EXERCISE AIM =>
Could you copy every record exactly, leaving the pictures behind?

[Collected data]
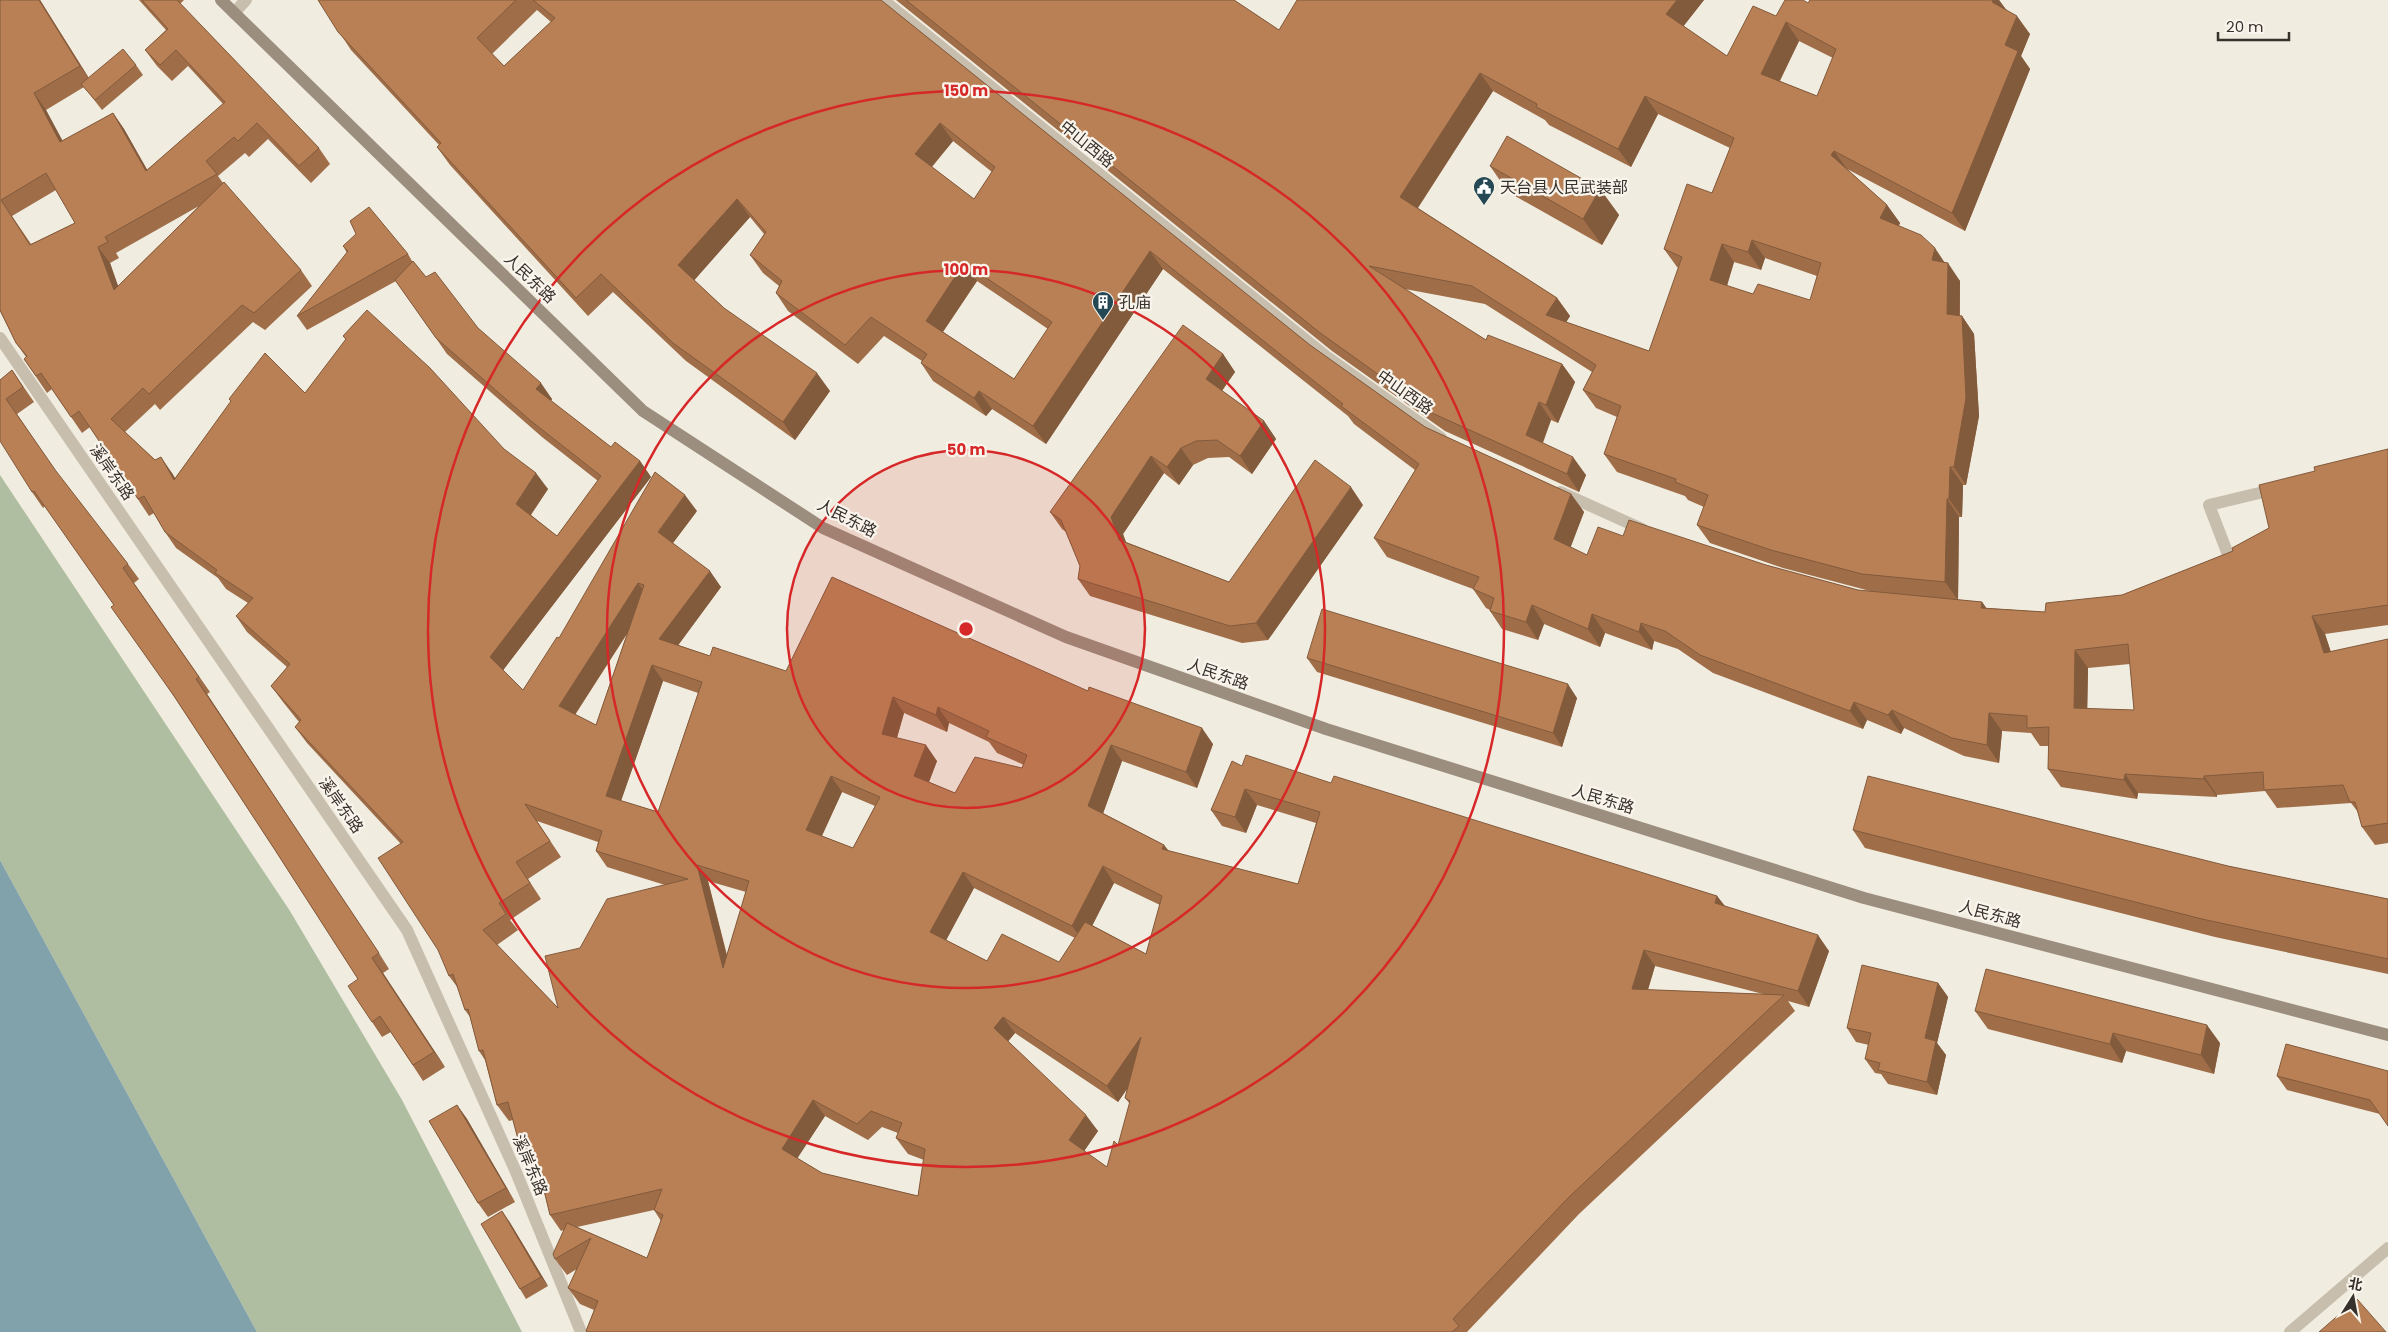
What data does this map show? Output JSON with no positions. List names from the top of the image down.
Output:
{
  "streets": {
    "main road": ["人民东路"],
    "street": ["中山西路", "溪岸东路"]
  },
  "places": {
    "public building": ["天台县人民武装部"],
    "building": ["孔庙"]
  },
  "scale_bar": "20 m",
  "north": "top",
  "rings": ["150 m", "100 m", "50 m"]
}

SOLUTION BELOW =>
What data does this map show? Output JSON with no positions. List names from the top of the image down.
Output:
{
  "streets": {
    "main road": ["人民东路"],
    "street": ["中山西路", "溪岸东路"]
  },
  "places": {
    "public building": ["天台县人民武装部"],
    "building": ["孔庙"]
  },
  "scale_bar": "20 m",
  "north": "top",
  "rings": ["150 m", "100 m", "50 m"]
}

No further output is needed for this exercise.